H.24

2.7K 506 60
                                    


Sorry for typo(s)





Sidang perdana itu digelar pukul satu siang, tetapi dari matahari belum terbit perut Jaemin benar-benar tidak nyaman dengan keringat dingin selalu muncul. Kue macaron yang dibawa oleh Younghoon pun tidak membuat perasaannya lebih baik. Manik anak itu selalu fokus pada jarum jam yang sekarang sudah menunjukkan pukul duabelas.


Untuk menjadi saksi sekaligus sebagai korban pada sidang pembunuhan, tentu tidak mudah bagi psikis anak-anak. Jaemin takut justru akan membuat jalan sidang menjadi kacau. Kemudian mendengar prinsip pencarian kebenaran materiil yang diyakini oleh sistem inquisitorial, di mana bukti berupa sidik jari bahkan DNA sekalipun tidak cukup untuk membuktikan kesalahan tersangka. Dan di sini peran si bungsu dari keluarga Choi sangat penting untuk membantu hakim atau jaksa menyusun kebenaran suatu perkara.



Jujur, Jaemin bahkan tidak tahu siapa yang menarik pelatuk untuk menembakkan peluru ke arahnya.

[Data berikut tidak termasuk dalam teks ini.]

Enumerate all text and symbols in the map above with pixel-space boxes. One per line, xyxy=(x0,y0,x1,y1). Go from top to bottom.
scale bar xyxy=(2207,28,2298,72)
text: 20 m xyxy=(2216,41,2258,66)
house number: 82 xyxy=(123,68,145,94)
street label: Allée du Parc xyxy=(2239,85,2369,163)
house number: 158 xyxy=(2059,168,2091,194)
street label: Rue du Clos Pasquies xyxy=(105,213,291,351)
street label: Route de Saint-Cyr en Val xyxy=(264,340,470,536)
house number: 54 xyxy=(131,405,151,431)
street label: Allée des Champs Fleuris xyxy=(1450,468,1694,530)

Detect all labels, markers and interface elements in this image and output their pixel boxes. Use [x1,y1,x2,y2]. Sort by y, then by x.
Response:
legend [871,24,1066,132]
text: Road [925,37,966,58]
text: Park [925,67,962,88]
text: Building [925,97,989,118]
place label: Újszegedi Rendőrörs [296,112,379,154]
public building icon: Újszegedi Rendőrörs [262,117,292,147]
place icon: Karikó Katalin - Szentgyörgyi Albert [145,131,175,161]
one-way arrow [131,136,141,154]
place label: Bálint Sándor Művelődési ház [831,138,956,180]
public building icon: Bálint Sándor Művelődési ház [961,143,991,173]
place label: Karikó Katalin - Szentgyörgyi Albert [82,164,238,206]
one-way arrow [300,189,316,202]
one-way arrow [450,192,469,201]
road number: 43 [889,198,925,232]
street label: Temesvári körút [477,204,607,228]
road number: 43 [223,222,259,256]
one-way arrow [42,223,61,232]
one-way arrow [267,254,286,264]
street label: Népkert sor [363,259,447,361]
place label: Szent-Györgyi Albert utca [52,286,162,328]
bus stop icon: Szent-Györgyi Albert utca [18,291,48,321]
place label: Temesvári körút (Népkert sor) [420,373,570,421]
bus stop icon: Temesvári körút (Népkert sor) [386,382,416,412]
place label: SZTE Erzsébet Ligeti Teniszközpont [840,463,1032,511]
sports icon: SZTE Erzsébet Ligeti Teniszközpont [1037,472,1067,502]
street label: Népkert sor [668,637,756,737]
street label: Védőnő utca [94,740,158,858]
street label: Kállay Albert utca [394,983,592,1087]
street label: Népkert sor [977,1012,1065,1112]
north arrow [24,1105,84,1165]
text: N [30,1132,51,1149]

Keadaan tubuhnya saat itu sangat buruk.


"Wajahmu tegang sekali, hei anak muda!"


Manik anak itu mengerjap kala wajah Hyunjae sudah berada di hadapannya. Deretan gigi putih terlihat karena senyuman lelaki tersebut. Di belakangnya sudah ada Juyeon yang duduk bersama dengan Younghoon di sofa.


"Aku takut."


Seketika tiga pasang mata menatapnya, Hyunjae yang pertama bereaksi dengan kekehan. Tangan lelaki itu merangkul bahu Jaemin dan memberi tepukan pelan. "Iya, tidak apa-apa. Wajar kalau kau takut, baru pertama kali, kan? Aku tidak bisa memberi saran yang banyak selain kau harus jujur dalam memberi kesaksian. Apapun yang kau lihat saat berada di tempat kejadian, ceritakan semua."


Ia tahu tentang satu hal tersebut.


"Memang cukup membuktikan bahwa Jaehyun Hyung tidak jahat?" tanyanya dengan lirih.

"Mmh..."


"Kan ada saksi spontan nanti."



Kali ini pusat perhatian mereka adalah Juyeon yang baru selesai melahap satu stick kentang goreng ke dalam mulut. Belum mengunyah, ia meringkuk pada sofa karena tatapan mereka. Tidak sadar juga bahwa apa yang diucapkannya merupakan rahasia dari sebuah pengadilan tertutup.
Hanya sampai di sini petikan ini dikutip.